Molecular Microbiology and Structural Biochemistry (MMSB), Université Lyon 1, CNRS, Inserm, UMR5086, 69007, Lyon, France.
Université Paris-Saclay, CEA, CNRS, Institute for Integrative Biology of the Cell (I2BC), 91198, Gif-sur-Yvette, France.
Nat Commun. 2023 Jan 18;14(1):294. doi: 10.1038/s41467-023-35978-3.
Conjugation is a contact-dependent mechanism for the transfer of plasmid DNA between bacterial cells, which contributes to the dissemination of antibiotic resistance. Here, we use live-cell microscopy to visualise the intracellular dynamics of conjugative transfer of F-plasmid in E. coli, in real time. We show that the transfer of plasmid in single-stranded form (ssDNA) and its subsequent conversion into double-stranded DNA (dsDNA) are fast and efficient processes that occur with specific timing and subcellular localisation. Notably, the ssDNA-to-dsDNA conversion determines the timing of plasmid-encoded protein production. The leading region that first enters the recipient cell carries single-stranded promoters that allow the early and transient synthesis of leading proteins immediately upon entry of the ssDNA plasmid. The subsequent conversion into dsDNA turns off leading gene expression, and activates the expression of other plasmid genes under the control of conventional double-stranded promoters. This molecular strategy allows for the timely production of factors sequentially involved in establishing, maintaining and disseminating the plasmid.

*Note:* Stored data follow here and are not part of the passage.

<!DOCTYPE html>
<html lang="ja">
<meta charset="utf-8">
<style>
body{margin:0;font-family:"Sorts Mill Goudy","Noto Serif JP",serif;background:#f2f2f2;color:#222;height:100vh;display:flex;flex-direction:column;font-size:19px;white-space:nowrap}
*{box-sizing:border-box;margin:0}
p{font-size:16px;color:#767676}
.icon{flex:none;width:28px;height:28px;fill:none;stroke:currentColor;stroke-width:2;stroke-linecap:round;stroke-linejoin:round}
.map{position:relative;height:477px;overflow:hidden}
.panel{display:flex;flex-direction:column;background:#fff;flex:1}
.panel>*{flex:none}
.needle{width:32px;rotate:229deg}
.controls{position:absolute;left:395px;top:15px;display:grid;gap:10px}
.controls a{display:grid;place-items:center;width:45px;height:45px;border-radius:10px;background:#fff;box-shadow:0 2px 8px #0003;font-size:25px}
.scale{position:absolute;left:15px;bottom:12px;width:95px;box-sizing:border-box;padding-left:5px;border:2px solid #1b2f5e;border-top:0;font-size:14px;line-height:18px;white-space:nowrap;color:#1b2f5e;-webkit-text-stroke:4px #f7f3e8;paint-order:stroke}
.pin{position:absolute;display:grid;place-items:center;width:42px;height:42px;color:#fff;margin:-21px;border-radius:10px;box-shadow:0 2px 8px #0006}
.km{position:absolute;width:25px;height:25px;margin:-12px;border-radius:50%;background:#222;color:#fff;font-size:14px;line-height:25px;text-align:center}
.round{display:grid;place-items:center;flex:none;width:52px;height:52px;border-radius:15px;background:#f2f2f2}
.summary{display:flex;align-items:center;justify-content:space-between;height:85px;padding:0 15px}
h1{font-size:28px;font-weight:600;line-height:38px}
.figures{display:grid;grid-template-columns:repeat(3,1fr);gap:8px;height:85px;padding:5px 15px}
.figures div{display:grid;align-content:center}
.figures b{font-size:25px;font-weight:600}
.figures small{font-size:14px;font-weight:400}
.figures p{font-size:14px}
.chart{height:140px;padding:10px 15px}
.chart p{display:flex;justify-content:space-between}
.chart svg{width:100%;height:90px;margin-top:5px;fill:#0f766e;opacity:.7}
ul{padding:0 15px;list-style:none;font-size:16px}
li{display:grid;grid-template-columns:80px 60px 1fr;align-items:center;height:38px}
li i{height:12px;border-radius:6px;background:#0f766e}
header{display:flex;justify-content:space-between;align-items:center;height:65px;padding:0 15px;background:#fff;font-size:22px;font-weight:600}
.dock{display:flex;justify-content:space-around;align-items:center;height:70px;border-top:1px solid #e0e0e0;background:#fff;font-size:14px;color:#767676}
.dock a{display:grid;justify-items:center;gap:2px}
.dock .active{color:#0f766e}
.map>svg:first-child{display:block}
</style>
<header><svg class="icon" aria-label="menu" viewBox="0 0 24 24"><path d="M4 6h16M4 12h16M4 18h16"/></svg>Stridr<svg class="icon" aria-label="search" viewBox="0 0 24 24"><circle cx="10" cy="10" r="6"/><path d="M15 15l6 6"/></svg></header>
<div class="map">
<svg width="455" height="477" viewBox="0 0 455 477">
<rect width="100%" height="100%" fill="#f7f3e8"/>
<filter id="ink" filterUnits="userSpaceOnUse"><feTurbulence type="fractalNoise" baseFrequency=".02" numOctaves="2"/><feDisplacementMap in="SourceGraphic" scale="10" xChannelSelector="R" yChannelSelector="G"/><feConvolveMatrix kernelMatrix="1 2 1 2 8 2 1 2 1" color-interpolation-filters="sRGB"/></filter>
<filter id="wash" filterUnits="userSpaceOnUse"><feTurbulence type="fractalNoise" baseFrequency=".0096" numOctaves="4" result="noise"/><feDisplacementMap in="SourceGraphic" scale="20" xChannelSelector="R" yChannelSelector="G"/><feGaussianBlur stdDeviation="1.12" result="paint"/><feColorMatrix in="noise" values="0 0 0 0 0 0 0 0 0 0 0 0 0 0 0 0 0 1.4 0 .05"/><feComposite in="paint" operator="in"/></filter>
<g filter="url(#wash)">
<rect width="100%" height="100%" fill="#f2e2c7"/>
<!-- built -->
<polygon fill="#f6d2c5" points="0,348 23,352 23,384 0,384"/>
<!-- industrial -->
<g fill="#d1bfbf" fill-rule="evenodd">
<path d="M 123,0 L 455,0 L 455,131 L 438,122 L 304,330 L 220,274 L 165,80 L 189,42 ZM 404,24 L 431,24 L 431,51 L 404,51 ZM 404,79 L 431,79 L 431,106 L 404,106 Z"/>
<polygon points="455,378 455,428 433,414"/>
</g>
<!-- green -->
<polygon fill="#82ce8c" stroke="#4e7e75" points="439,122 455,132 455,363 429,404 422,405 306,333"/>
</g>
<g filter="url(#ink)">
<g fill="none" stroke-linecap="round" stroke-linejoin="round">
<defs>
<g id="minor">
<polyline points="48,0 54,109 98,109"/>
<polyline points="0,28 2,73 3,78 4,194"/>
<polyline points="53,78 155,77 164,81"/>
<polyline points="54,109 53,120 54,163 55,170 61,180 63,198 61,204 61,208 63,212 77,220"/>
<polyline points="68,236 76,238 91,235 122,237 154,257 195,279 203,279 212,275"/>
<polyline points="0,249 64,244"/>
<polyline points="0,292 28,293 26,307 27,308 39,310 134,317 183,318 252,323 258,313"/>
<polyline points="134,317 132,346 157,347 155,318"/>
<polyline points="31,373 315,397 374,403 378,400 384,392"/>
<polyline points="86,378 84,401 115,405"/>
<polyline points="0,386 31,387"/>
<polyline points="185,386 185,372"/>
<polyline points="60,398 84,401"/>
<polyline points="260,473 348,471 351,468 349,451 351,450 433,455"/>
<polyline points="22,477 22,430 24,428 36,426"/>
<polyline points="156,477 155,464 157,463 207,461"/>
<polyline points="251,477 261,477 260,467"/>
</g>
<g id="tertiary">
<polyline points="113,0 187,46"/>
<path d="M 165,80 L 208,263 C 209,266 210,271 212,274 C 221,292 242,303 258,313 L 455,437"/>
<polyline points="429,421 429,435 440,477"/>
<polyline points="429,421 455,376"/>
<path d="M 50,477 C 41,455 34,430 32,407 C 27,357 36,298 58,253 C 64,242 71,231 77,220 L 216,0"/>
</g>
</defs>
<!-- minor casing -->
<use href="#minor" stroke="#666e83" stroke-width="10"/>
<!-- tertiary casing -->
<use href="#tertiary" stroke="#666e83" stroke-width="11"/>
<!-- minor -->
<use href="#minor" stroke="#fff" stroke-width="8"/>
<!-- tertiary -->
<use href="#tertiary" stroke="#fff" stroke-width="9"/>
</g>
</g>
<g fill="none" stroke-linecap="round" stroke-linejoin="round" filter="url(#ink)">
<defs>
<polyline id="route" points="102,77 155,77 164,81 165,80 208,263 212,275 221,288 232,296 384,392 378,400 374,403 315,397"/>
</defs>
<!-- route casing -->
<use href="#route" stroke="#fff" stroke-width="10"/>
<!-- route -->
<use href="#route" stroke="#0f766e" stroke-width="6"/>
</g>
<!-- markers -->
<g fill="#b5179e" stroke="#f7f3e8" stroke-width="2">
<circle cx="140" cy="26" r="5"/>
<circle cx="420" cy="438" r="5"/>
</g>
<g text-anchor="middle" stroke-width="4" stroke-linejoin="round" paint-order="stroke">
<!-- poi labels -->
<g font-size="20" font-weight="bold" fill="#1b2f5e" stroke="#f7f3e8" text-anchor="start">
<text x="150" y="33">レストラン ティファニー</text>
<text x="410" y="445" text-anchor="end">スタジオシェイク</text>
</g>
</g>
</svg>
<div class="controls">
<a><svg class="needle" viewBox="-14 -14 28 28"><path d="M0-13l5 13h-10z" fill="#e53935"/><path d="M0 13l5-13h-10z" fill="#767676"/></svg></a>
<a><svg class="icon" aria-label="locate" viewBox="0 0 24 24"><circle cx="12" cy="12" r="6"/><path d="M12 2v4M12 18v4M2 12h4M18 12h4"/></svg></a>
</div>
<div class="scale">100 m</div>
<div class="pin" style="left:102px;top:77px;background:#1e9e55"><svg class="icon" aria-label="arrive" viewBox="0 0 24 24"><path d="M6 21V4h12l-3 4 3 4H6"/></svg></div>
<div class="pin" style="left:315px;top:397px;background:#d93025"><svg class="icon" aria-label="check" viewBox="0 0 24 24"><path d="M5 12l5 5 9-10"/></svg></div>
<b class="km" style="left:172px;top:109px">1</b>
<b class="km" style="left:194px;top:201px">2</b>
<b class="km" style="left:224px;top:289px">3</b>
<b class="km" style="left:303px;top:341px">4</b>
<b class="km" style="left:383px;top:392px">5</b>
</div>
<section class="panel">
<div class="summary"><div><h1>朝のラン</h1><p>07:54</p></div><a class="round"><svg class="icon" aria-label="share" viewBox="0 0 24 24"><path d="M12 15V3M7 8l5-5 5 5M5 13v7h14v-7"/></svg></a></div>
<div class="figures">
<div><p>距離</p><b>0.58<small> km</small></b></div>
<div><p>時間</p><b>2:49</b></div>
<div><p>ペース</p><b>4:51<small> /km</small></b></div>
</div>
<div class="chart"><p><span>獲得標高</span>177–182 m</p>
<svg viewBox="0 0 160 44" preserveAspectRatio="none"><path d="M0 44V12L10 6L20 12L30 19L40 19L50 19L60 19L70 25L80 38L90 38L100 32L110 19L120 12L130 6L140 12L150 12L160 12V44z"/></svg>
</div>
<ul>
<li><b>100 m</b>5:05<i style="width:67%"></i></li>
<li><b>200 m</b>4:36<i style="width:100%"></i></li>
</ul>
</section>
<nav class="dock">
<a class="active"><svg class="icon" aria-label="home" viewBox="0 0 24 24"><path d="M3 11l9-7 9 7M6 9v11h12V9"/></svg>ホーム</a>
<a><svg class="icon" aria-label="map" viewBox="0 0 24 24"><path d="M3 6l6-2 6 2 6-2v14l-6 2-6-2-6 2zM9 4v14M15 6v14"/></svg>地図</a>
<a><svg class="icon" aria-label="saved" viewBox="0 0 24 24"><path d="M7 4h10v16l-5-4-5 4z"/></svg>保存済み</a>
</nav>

conjugation 是细菌细胞间质粒 DNA 转移的一种接触依赖机制,有助于抗生素耐药性的传播。在这里,我们使用活细胞显微镜实时可视化大肠杆菌中 F 质粒的接合转移的细胞内动力学。我们表明,单链形式(ssDNA)的质粒转移及其随后转化为双链 DNA(dsDNA)是快速而高效的过程,具有特定的时间和亚细胞定位。值得注意的是,ssDNA 到 dsDNA 的转化决定了质粒编码蛋白产生的时间。首先进入受体细胞的先导区携带单链启动子,允许 ssDNA 质粒进入后立即进行先导蛋白的早期和瞬时合成。随后转化为 dsDNA 会关闭先导基因的表达,并激活在常规双链启动子控制下的其他质粒基因的表达。这种分子策略允许依次参与建立、维持和传播质粒的因素及时产生。